Segment Start: Records shown

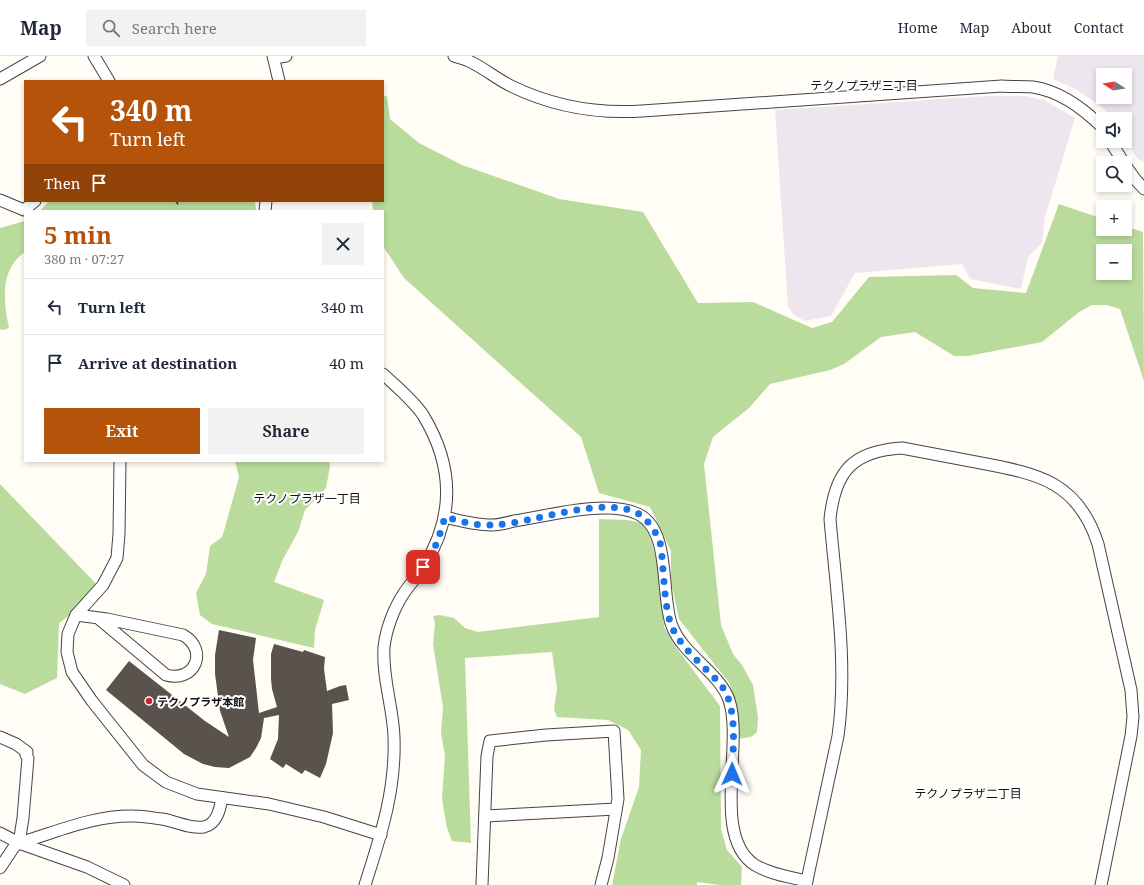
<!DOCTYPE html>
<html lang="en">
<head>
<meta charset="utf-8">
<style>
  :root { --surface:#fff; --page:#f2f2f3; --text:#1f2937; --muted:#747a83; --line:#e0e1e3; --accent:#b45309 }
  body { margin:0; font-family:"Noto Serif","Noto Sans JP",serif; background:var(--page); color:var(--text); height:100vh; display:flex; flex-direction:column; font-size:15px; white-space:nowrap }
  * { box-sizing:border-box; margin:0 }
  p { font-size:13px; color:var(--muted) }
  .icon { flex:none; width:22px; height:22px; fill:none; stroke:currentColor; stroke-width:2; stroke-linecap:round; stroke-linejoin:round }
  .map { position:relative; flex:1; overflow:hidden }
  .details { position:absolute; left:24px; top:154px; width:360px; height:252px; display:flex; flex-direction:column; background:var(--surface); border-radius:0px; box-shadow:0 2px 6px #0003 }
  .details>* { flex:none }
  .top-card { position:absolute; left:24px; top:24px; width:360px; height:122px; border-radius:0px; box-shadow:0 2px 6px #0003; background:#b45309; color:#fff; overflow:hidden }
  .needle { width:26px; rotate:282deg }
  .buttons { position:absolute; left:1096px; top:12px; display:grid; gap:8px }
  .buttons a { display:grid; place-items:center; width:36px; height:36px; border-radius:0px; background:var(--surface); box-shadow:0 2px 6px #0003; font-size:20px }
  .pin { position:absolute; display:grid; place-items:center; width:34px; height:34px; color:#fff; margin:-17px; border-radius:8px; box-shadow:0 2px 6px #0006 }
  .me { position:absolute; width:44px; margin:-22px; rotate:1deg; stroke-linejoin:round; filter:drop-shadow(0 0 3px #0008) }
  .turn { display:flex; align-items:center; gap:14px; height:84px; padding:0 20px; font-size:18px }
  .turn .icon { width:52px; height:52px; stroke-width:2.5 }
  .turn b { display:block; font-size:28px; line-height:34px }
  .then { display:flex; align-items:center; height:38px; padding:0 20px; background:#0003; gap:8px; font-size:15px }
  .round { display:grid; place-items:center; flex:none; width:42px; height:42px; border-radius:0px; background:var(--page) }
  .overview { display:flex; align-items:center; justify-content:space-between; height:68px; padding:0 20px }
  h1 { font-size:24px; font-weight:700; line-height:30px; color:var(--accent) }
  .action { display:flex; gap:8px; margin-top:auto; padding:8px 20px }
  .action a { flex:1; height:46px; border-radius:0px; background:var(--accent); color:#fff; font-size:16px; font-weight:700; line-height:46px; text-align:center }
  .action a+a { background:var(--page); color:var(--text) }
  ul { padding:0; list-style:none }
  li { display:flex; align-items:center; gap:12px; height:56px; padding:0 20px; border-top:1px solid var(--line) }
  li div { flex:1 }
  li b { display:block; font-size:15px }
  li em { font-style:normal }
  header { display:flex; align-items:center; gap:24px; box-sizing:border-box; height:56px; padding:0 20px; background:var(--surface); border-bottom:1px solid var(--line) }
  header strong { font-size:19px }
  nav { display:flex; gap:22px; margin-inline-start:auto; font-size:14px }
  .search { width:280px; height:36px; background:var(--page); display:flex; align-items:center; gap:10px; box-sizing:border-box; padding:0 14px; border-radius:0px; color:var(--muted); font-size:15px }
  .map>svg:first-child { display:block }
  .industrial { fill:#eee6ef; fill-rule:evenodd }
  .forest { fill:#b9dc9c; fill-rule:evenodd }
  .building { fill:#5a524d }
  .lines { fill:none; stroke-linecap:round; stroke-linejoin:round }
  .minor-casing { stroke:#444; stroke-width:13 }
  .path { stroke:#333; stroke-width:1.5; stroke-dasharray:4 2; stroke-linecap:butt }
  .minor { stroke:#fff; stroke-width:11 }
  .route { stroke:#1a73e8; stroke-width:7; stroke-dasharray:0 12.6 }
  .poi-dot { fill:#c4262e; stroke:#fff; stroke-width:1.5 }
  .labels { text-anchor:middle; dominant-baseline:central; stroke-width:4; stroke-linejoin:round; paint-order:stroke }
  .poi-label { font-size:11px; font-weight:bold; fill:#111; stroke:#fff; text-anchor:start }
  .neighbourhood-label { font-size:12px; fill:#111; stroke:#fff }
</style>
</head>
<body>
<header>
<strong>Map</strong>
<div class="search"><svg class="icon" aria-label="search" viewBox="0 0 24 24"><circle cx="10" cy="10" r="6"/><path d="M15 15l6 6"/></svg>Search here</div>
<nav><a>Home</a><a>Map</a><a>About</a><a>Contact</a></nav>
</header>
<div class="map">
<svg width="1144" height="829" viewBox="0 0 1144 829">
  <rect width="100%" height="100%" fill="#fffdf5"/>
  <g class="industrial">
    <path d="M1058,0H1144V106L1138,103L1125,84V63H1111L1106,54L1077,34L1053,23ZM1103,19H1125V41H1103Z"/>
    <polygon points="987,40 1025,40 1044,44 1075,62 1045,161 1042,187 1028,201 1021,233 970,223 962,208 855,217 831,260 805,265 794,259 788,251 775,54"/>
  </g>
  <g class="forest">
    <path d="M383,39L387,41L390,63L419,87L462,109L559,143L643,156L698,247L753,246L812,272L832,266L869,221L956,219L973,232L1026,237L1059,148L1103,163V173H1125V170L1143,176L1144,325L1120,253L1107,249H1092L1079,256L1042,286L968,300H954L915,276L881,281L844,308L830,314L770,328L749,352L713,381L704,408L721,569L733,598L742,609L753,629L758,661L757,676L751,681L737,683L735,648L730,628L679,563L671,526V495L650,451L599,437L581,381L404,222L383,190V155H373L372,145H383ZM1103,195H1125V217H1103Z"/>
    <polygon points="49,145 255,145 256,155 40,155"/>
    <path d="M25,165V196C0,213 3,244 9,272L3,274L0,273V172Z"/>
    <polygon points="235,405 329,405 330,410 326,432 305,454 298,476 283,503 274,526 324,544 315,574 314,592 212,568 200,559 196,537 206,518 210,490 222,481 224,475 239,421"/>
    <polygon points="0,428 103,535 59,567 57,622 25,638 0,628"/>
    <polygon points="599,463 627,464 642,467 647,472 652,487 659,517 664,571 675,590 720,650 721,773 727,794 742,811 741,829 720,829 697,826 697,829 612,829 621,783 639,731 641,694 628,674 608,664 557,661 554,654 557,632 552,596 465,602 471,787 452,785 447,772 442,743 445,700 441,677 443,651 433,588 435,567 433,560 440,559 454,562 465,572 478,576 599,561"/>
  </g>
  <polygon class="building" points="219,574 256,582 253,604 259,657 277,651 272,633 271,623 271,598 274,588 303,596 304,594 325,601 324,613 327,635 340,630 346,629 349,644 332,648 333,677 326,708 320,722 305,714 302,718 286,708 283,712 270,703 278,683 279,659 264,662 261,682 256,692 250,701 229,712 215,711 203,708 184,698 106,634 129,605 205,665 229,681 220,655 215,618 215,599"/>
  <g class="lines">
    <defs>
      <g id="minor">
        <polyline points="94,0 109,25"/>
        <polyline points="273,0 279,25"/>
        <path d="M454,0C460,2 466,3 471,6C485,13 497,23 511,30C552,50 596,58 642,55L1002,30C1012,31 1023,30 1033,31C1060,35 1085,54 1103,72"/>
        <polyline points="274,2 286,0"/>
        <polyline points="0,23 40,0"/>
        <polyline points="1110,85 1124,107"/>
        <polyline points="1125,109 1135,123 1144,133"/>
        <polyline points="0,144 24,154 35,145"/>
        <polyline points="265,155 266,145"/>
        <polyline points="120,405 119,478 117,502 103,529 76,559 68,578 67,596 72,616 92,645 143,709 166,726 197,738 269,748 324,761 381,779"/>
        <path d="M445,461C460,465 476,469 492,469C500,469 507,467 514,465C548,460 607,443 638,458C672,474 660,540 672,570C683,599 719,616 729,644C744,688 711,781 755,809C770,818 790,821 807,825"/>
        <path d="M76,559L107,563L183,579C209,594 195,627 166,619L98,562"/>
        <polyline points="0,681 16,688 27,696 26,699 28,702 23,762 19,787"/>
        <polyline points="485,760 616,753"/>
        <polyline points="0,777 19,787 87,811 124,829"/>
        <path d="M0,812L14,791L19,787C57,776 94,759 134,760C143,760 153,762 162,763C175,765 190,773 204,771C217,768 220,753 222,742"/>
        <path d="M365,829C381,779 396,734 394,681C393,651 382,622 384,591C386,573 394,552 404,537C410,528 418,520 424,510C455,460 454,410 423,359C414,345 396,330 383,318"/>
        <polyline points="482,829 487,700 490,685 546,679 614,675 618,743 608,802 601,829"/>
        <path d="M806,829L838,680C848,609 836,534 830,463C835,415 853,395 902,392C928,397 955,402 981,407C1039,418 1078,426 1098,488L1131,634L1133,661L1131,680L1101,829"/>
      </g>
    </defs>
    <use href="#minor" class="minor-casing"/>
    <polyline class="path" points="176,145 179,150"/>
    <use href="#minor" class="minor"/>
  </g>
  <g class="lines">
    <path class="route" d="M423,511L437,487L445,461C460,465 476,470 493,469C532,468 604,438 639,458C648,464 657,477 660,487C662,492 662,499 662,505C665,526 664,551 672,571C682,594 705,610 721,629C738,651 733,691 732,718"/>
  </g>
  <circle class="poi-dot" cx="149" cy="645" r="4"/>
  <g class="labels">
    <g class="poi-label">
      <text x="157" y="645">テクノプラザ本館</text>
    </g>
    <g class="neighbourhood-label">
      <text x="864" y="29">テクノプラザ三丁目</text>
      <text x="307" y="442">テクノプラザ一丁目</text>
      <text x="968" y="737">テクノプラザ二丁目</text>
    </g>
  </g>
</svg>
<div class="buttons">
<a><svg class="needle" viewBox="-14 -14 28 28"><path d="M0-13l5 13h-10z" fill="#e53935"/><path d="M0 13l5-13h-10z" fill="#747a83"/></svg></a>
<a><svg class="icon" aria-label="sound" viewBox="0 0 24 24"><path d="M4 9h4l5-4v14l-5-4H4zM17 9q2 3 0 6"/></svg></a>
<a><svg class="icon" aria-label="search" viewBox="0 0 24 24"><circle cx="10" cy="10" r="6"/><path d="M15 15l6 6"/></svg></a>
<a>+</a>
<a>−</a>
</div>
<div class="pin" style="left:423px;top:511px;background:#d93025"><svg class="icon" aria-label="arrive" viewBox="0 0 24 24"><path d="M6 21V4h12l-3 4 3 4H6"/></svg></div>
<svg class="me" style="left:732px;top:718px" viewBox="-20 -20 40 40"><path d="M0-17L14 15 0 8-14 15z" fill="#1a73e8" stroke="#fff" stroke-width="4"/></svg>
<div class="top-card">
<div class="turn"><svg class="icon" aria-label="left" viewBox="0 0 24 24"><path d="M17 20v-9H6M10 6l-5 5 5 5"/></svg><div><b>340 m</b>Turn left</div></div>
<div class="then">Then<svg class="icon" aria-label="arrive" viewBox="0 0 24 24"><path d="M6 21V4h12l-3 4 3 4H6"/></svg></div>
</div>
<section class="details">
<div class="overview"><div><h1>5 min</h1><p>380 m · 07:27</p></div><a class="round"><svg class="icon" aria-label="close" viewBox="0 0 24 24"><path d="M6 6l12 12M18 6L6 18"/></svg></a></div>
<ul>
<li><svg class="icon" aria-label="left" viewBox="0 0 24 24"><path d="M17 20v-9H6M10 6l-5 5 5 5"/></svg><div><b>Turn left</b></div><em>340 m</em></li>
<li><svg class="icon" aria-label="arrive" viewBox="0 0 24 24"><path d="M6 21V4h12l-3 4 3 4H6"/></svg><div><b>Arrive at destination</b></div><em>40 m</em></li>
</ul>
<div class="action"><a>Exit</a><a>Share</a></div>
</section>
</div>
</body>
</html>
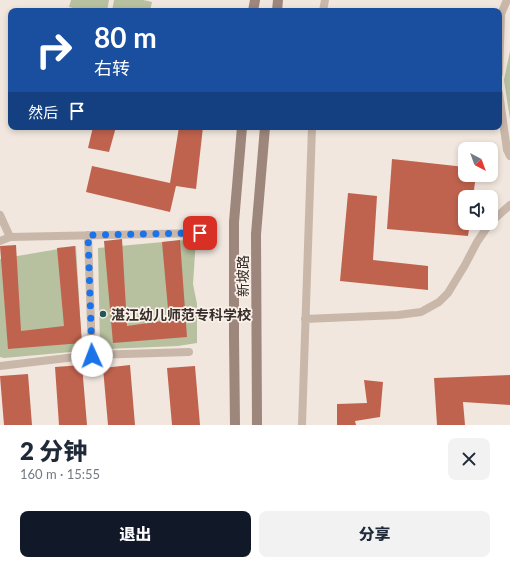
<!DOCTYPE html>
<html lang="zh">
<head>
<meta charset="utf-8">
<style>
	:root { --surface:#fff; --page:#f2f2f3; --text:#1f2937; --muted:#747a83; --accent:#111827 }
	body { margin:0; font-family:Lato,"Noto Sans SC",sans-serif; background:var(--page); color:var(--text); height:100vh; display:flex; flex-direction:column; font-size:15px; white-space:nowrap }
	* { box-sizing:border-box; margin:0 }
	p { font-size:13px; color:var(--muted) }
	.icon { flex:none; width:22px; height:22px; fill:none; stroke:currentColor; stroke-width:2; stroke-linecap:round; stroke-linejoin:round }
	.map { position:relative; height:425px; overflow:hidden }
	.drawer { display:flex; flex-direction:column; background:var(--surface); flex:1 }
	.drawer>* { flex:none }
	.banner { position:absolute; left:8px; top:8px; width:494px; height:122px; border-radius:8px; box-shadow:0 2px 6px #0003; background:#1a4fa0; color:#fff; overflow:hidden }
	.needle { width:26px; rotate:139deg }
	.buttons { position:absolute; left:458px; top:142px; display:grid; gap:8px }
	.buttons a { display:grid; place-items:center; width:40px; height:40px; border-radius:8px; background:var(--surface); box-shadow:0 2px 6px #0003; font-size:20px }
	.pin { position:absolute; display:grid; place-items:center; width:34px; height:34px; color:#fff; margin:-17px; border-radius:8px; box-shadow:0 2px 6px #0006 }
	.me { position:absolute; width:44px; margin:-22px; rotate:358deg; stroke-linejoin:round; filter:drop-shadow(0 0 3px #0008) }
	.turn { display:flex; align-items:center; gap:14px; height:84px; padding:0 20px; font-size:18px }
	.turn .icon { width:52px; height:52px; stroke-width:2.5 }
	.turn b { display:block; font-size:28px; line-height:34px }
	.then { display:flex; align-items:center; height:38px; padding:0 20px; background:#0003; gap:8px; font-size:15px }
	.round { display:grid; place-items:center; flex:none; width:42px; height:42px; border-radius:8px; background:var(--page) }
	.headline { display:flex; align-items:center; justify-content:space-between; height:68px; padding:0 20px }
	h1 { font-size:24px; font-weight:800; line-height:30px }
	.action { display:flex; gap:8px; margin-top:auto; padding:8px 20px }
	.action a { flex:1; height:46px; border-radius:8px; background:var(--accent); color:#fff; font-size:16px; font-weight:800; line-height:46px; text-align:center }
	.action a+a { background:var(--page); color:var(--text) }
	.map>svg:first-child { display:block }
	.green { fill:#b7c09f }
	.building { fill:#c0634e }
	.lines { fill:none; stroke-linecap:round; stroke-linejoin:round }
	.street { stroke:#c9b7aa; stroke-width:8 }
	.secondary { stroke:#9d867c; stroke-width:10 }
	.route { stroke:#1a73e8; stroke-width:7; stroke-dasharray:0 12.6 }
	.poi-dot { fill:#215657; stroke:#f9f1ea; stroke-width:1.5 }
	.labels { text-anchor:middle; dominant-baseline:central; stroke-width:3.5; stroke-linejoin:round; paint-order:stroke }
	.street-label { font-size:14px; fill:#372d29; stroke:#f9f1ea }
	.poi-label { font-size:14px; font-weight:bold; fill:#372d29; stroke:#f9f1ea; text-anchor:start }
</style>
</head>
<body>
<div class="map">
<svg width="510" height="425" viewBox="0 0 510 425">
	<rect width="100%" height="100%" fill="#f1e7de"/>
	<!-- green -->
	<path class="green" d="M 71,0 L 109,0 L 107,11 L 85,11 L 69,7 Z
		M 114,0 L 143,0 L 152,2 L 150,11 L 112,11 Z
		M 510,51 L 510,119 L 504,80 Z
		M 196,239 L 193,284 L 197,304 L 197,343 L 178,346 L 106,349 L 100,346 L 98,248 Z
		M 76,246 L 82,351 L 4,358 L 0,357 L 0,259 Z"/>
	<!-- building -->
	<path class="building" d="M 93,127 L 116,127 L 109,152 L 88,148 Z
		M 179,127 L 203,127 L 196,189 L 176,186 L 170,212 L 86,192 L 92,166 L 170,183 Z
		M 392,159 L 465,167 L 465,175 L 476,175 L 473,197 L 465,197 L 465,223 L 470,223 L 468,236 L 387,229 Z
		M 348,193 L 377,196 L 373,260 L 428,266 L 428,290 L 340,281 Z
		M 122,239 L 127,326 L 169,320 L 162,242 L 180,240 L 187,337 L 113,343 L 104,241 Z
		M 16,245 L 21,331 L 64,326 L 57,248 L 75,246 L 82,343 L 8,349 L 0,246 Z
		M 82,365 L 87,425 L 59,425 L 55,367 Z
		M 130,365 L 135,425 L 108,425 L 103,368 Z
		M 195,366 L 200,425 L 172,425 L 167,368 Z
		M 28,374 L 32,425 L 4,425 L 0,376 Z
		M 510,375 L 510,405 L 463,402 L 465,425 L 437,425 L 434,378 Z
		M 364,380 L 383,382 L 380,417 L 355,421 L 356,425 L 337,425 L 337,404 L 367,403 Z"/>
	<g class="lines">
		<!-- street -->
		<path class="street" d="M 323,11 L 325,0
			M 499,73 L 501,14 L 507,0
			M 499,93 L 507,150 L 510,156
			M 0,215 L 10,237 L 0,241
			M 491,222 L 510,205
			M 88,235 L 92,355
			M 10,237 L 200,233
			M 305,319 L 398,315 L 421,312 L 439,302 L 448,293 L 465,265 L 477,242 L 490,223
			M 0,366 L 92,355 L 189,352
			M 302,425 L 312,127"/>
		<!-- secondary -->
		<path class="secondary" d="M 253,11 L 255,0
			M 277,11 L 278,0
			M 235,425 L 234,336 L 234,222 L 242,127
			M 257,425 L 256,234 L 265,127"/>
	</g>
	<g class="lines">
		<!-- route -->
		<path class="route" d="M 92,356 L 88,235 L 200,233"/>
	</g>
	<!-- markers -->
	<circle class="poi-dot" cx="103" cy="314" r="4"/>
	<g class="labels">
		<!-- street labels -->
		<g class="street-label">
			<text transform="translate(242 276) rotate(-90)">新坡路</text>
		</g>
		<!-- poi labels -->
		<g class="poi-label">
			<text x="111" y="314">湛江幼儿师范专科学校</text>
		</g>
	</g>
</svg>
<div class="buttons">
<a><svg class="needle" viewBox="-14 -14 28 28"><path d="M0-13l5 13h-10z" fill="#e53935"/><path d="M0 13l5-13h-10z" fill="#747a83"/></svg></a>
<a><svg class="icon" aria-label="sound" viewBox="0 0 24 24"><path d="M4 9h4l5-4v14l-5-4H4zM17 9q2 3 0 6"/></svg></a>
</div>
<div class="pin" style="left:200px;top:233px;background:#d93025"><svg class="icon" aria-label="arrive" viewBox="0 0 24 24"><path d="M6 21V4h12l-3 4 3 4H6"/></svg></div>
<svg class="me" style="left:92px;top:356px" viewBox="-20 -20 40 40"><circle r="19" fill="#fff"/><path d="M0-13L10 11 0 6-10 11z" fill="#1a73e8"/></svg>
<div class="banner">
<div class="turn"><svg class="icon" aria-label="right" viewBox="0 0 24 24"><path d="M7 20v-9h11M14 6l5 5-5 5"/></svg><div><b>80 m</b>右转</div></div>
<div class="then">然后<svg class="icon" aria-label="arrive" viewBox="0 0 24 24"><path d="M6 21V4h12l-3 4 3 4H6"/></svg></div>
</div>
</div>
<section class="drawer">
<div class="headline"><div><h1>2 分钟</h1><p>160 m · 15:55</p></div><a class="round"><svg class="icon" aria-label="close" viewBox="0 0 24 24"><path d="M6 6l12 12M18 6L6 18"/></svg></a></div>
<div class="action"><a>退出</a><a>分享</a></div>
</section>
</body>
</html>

Segment End: Records shown

- _What needs to be done_
Since only lines holding the word "nowrap" matter, count them in the data above and report the number alone.

- _Response_
2